Independent Particles

Polish Counterculture (1967-1975)

06. December 2019. – 16. December
MegnyitóOpening: December 5, 2019, 6:00 pm

In the Anglo-Saxon world the flower power was a massive and significant phenomenon. In Poland and several other countries of Eastern Europe (including the USSR) – hippies never played such a role, but yet marked their independent presence. While consumerism was contested in the West, hippies in PRL (Polska Republika Ludowa, eng. Polish People’s Republic) contested the facade reality and empty slogans with which all institutions of social life have been filled. The sense of overwhelming falsehood in Poland was no less than in the West, only had other sources.

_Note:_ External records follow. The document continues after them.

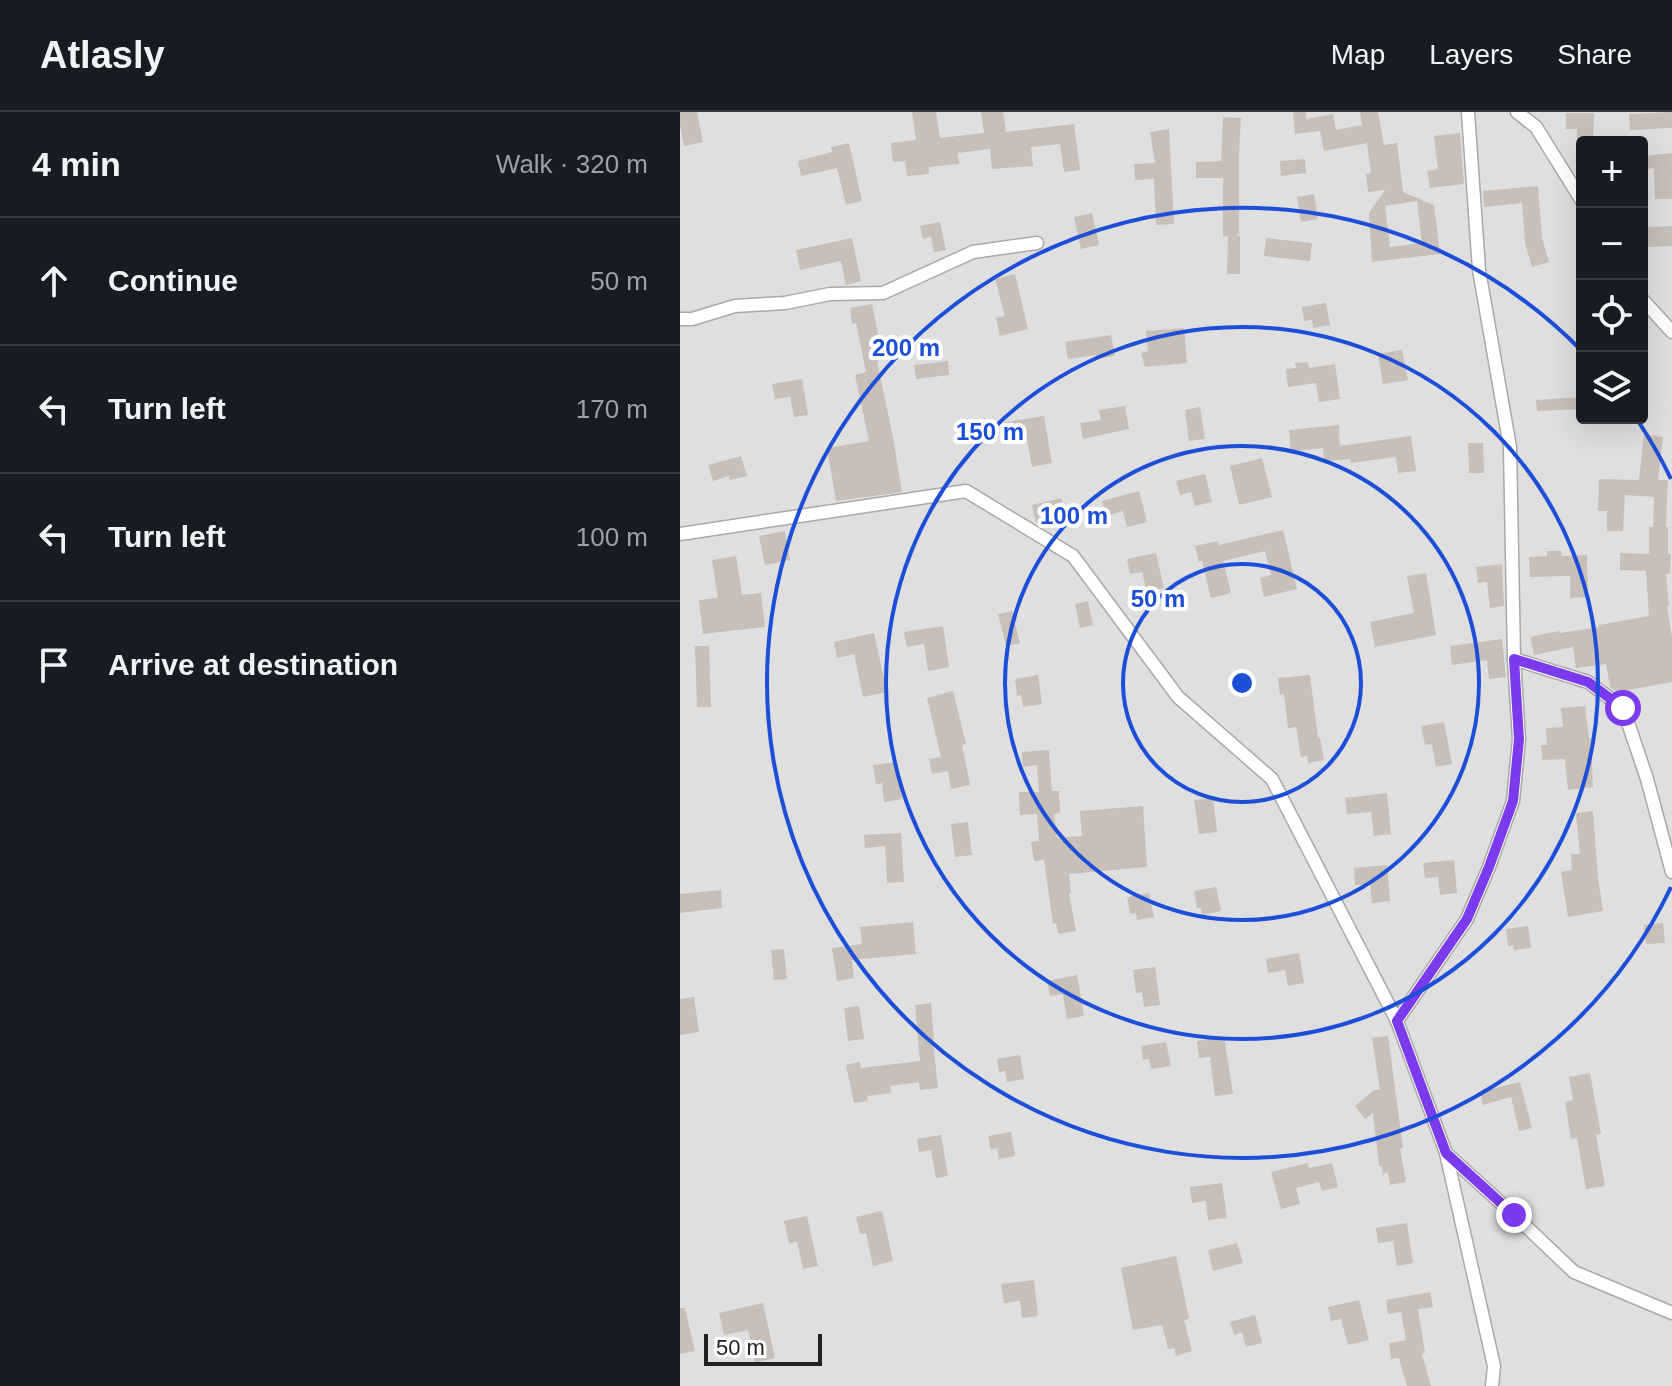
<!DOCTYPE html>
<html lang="en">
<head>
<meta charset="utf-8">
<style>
  :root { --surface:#171b24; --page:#242831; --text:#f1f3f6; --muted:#9ea1a6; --line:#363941 }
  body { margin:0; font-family:Arial,sans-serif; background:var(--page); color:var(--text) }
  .controls { position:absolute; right:24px; top:24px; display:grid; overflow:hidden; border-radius:8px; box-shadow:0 8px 32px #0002 }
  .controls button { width:72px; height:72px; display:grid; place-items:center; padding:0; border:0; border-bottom:2px solid var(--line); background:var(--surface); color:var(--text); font:40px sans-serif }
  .scale { position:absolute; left:24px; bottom:20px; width:118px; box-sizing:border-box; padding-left:8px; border:4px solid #222; border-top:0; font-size:22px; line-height:28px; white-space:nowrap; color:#222; -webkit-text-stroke:6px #fff; paint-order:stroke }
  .stop { position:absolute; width:24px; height:24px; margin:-18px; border:6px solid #7c3aed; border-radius:50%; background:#fff }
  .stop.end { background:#7c3aed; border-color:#fff; box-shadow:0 2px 8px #0008 }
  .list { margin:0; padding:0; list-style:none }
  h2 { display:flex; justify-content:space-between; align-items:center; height:104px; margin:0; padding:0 32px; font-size:34px }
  h2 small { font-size:26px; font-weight:400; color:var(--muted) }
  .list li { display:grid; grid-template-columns:52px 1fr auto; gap:24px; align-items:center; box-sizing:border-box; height:128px; padding:0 32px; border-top:2px solid var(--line) }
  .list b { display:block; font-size:30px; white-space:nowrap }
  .list em { font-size:26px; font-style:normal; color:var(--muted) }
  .icon { flex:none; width:44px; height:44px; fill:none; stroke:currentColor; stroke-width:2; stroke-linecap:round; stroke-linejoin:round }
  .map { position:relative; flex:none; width:992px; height:1274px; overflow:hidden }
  header { display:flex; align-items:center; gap:48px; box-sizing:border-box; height:112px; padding:0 40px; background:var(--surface); border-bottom:2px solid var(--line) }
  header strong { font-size:38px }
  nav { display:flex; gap:44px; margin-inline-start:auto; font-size:28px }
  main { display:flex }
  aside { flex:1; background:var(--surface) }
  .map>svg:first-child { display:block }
  .residential { fill:#e0dfdf; fill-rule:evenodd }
  .building { fill:#c7bfb8; fill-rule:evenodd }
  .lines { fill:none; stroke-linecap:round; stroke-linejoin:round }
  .minor-casing { stroke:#a9a9a9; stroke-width:15 }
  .minor { stroke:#fff; stroke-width:12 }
  .route { stroke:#7c3aed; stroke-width:10 }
  .ring { fill:none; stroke:#1d4ed8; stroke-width:4 }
  .centre { fill:#1d4ed8; stroke:#fff; stroke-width:4 }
  .ring-label { font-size:24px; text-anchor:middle; font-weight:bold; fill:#1d4ed8; stroke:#fff; stroke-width:8; stroke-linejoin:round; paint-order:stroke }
</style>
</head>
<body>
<header>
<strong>Atlasly</strong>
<nav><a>Map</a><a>Layers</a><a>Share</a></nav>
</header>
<main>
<aside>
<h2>4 min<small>Walk · 320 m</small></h2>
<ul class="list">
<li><svg class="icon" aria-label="ahead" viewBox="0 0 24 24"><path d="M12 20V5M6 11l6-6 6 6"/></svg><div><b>Continue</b></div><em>50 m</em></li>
<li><svg class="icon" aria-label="left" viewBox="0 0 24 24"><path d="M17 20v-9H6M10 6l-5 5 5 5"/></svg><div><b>Turn left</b></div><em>170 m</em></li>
<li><svg class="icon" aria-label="left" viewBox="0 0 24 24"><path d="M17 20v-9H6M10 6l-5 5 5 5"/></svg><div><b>Turn left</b></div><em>100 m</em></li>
<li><svg class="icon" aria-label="arrive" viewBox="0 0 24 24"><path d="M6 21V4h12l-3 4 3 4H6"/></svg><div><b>Arrive at destination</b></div></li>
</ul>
</aside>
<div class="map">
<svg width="992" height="1274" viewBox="0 0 992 1274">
  <rect width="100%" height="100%" fill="#f2efe9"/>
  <path class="residential" d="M0,0h992v1274h-992zM902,30h60v276h-60z"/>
  <g class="building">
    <polygon points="0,0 17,0 23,30 4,34 0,13"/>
    <polygon points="232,0 256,0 260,26 304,21 301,0 323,0 326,20 394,12 400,58 384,60 380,32 351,35 353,54 312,57 310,37 278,41 279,52 249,55 249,62 227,64 225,49 213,50 211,31 236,28"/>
    <path d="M613,0h13v7l27,-5 3,16 26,-5 -2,-13h18l6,33 13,-2 6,49 31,13 6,49 -68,8 -3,-49 16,-23 -17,2 -2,-18 5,-1 -4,-30 -43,8 -4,-20 -25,3zM737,89l5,42 -32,4 -5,-41z"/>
    <polygon points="992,0 992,16 950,18 949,2"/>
    <polygon points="886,1 914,1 913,30 897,30 897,17 886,17"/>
    <polygon points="543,5 561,6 559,40 559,122 555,123 560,124 560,162 547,162 548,124 543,125 543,66 516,66 516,50 541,49"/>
    <polygon points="489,17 494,112 476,113 474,67 455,68 454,52 475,51 470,20"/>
    <polygon points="780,21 784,72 750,76 747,59 758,57 754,24"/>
    <polygon points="169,31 182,89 166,93 157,56 121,64 118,49 152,40 151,35"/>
    <polygon points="992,41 992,87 975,87 974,56 967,57 965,44"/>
    <polygon points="625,47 626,61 601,64 600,49"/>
    <polygon points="858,74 862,126 869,150 852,155 845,131 842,91 804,95 803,79"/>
    <polygon points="634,82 638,107 621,110 617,85"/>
    <polygon points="412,101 419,133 401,137 394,105"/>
    <polygon points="260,110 266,138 254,140 251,125 243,127 240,114"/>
    <polygon points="992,114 992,134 968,135 968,115"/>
    <polygon points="172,126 181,169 166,173 161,149 120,158 116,138"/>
    <polygon points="586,126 632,131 630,149 584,144"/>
    <polygon points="335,162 348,217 320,224 316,206 325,204 315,167"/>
    <polygon points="646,191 650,213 633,216 632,208 624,209 622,195"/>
    <polygon points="192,192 203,247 197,249 213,325 222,380 156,389 147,336 189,329 175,263 186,260 176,211 172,212 170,196"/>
    <polygon points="504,216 507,251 465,255 461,241 468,239 466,219"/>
    <polygon points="431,223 435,244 417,247 416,243 388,247 385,230"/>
    <polygon points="722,238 728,268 703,272 698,242"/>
    <polygon points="268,249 269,263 236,267 234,253"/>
    <polygon points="628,250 629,256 655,252 660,287 639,290 636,271 608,275 606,257 616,256 615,251"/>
    <polygon points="122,267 128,303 114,305 110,285 95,287 92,272"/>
    <polygon points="902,285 902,297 857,299 856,288"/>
    <polygon points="445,294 449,317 403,327 400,311 421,308 419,298"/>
    <polygon points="520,295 525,327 509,329 505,298"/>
    <polygon points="364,304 372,351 352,355 346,323 323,327 321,311"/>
    <polygon points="659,313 660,334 731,324 736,359 718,361 716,345 671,351 670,347 644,349 643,336 611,339 609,318"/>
    <polygon points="964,322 983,325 978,368 988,368 986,415 988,415 988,442 991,442 990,462 986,462 989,494 987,495 992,525 992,570 937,580 930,575 926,552 896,556 893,535 854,543 850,525 879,519 880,521 919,515 919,513 969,504 966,459 940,458 940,441 969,442 969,415 973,415 974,385 945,383 943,419 927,419 927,399 918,399 919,367 959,368"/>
    <polygon points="788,331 803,331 804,361 789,361"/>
    <polygon points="61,344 67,364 50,368 49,364 33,369 28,353"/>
    <polygon points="582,346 592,385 559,393 550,354"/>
    <polygon points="525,362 532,390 515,394 511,380 500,383 496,369"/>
    <polygon points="459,379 467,410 447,415 443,399 426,404 422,389"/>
    <polygon points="381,386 386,404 356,411 352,393"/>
    <polygon points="603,418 617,477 584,485 580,466 591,463 585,439 543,449 551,481 531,486 522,449 519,450 515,434 538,429 539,433"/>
    <polygon points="105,419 110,448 85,453 79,424"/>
    <polygon points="867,439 881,439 882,444 907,443 908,485 890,486 890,464 850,465 849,445 867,444"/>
    <polygon points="476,441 484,476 467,480 462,460 450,462 447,447"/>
    <polygon points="56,444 62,483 81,481 85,515 23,522 19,488 38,486 32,448"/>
    <polygon points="822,452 824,494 810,496 807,470 798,471 796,455"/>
    <polygon points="746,461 756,523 695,535 690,510 734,501 727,464"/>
    <polygon points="408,489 413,513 400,516 395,492"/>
    <polygon points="332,499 340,531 326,534 318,502"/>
    <polygon points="263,514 269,555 248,559 244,532 227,535 224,520"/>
    <polygon points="194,521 207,580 183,585 174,542 157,546 154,530"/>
    <polygon points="822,527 826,565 809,567 807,548 772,553 770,534"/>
    <polygon points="15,534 29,534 31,595 17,595"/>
    <polygon points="358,563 362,592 343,595 341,583 337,584 335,567"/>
    <polygon points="630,563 638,626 640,626 644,648 628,651 627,644 621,645 616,615 608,616 604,582 600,583 598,566"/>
    <polygon points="273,579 286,632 282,633 290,673 271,677 268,659 252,662 249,647 261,645 247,586"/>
    <polygon points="905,594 909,626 911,626 913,675 888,678 885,647 862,648 861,633 867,633 866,616 883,615 881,596"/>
    <polygon points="764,610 772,652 756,655 752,632 745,633 741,614"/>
    <polygon points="369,638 372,679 379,679 380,701 374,702 377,726 402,724 400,699 463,694 467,755 389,762 391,781 389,781 396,819 378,822 376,811 373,812 364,748 354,749 351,730 359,729 357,702 340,703 339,680 359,680 357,653 343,655 342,640"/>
    <polygon points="217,650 222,687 204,690 202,671 196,672 193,653"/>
    <polygon points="707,681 711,722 694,724 691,700 667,702 665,686"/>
    <polygon points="533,686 537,720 519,722 514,688"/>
    <polygon points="913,699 918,765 923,799 888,805 881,760 892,758 891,742 900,742 896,701"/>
    <polygon points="288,710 292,743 275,745 271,712"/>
    <polygon points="221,721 224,770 207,771 205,734 185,736 184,723"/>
    <polygon points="774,748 777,781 760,783 758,765 745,766 743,751"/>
    <polygon points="707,753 710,789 692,791 690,772 675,773 674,756"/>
    <polygon points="536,775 541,799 522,803 521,795 517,796 514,779"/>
    <polygon points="41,778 42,796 0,801 0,782"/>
    <polygon points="469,781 474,805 457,808 456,801 450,802 447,785"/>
    <polygon points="233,810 236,842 172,848 174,866 157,869 152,836 182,832 180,815"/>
    <polygon points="983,811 985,831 966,832 964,813"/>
    <polygon points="848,814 851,836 834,838 833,833 828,834 826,817"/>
    <polygon points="104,837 107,867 94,868 91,838"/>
    <polygon points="619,841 624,871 608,874 605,858 588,861 586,847"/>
    <polygon points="475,855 480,893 464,895 462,880 456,881 453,858"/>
    <polygon points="397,863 404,904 387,907 383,882 370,884 367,869"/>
    <polygon points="14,885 19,920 0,923 0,887"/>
    <polygon points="251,891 254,928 253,928 258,976 240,978 239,970 210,974 211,981 187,984 188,989 174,991 166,953 180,950 181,956 240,949 235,893"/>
    <polygon points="179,894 184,927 168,929 164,896"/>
    <polygon points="708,924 723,1036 720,1037 726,1070 710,1073 708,1061 703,1062 702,1054 699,1054 693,1001 685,1007 675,994 694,978 700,978 692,926"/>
    <polygon points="544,925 553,982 535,984 530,945 519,946 517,929"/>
    <polygon points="486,930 491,954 471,957 469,947 463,948 461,934"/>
    <polygon points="340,943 344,967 327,970 325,959 319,960 317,947"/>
    <polygon points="910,961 921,1022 916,1023 925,1074 906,1077 897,1026 891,1027 885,990 893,988 889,965"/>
    <polygon points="840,970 852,1016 839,1019 831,985 803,993 800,980"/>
    <polygon points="331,1020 335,1044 319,1047 317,1036 311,1038 308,1024"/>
    <polygon points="261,1023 268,1064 256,1066 251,1038 239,1040 237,1027"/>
    <polygon points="628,1051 629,1056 652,1051 658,1075 642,1079 639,1070 616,1076 620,1092 601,1097 591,1060"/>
    <polygon points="542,1071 547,1106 528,1108 526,1089 512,1091 510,1075"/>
    <polygon points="202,1099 213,1149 193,1154 186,1121 180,1122 176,1105"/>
    <polygon points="127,1104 138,1154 123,1157 117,1130 109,1131 104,1109"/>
    <polygon points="727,1111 733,1151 717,1154 713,1129 698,1131 696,1116"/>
    <polygon points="557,1131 563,1151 533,1159 528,1138"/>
    <polygon points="496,1144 509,1207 504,1208 512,1239 496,1244 494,1236 488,1237 482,1213 453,1218 441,1156"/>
    <polygon points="354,1168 358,1204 342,1206 340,1189 324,1191 321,1172"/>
    <polygon points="750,1180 753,1195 738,1197 745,1241 742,1242 751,1274 727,1274 719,1246 711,1247 709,1231 726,1228 721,1200 708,1202 706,1188"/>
    <polygon points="679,1188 689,1228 668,1233 661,1207 651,1209 648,1195"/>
    <polygon points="83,1191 95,1246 75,1251 68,1218 44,1223 39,1201"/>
    <polygon points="0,1196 5,1196 15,1239 0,1242"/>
    <polygon points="575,1203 582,1231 566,1235 562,1220 554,1223 550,1210"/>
  </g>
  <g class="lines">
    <defs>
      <g id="minor">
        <polyline points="837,0 856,15 902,89"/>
        <polyline points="962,187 992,220"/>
        <polyline points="0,207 12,207 55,194 105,191 150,182 203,181 293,140 357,131"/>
        <polyline points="0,422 286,379 393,444 498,585 592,667 717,909 766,1041 814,1254 812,1274"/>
        <polyline points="834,547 908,570 943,596 967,667 992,760"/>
        <polyline points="717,909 787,807 809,755 833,689 839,627 834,547 830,335 799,158 788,0"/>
        <polyline points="766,1041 834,1103 894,1160 992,1201"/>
      </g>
    </defs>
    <use href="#minor" class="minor-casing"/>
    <use href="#minor" class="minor"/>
  </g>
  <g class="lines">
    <polyline class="route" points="834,1103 766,1041 717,909 787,807 809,755 833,689 839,627 834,547 908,570 943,596"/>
  </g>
  <g class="ring">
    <circle cx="562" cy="571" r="119"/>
    <circle cx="562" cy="571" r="237"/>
    <circle cx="562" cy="571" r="356"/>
    <path d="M991 775A475 475 0 1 1 901 238M958 309A475 475 0 0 1 991 367"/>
  </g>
  <circle cx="562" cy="571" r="12" class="centre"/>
  <g class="ring-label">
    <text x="226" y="244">200 m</text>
    <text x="310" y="328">150 m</text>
    <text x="394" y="412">100 m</text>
    <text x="478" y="495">50 m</text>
  </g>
</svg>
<div class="controls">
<button>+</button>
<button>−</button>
<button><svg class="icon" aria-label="locate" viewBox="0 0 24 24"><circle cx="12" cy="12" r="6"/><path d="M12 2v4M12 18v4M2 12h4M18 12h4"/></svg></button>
<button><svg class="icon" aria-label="layers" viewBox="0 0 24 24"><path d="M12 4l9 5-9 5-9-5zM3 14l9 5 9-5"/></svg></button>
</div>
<div class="scale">50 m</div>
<div class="stop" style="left:943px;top:596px"></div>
<div class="stop end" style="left:834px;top:1103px"></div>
</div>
</main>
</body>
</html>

In less than a decade, hippie environments have become established in larger Polish cities with their own leaders, favorite meeting places, most often in student clubs, but also in open air rallies. Polish Hippies created communes throughout the country. Still, they were on the sidelines, they had no spokespersons, such as Ginsberg, who would associate their activities with a moral and conscious revolution. They could not repeat after Dylan that „The Times They Are A Changin’” (1964) because times have not changed in the PRL. Marginalized Polish hippies, however, became the subject of the big interest of the group of already acknowledged and recognized artists such as Jerzy Bereś, Tadeusz Kantor or Henryk Stażewski. Polish hippies traveled to Czechoslovakia, Hungary and visited each other representatives of Czechoslovak and Hungarian counter-culture in Poland.

The fascinating phenomenon of the hippies behind the Iron Curtain has received many studies and publications in free Poland, including Kamil Sipowicz („The Hippies of the PRL”) and researchers of contemporary culture and youth subcultures, such as prof. Wojciech Burszta, prof. Czesław Robotycki, dr Jerzy Wertenstein-Żuławski and dr Mirosław Pęczak and dr Mariusz Czubaj. Two of the most important publications in the subject matter are „The Hippies. In Search of the Promised Land” by the psychiatrist Kazimierz Jankowski and “The Way of Counterculture” by sociologist Aldona Jawłowska, which serves as a kind of bible for reestablishing the system to a part of the Polish intelligentsia of the 1970s.

The aim of the exhibition Independent Particles – Polish Counterculture (1967-1975) is to present a social diagnosis showing the cultural dimension of the contestation of the police state at the turn of the 1960s and 1970s. The resistance of hippies to socialist stabilization, even taking the form of escapism, was a ‘dispersed revolution’ with a powerful force of destruction. Despite the commercialization of this first mass youth subculture in the West, the phenomenon of ‘dispersed revolution’ remains for the authors of photographs primarily the germ of positive phenomena. The photographs tell stories about the first signs of freedom, autonomous education, humanistic psychiatry, Buddhism, ecology and independent civic communities. Today, from the perspective of almost half a century, we can still see impressive results of all this.

The main core of the exhibition is a selection of photographs from the archives by Polish artists and photographers-documentarians of the 1960s and 1970s: Tomasz Sikora, Kamil Sipowicz, Przemysław Kwiek among others.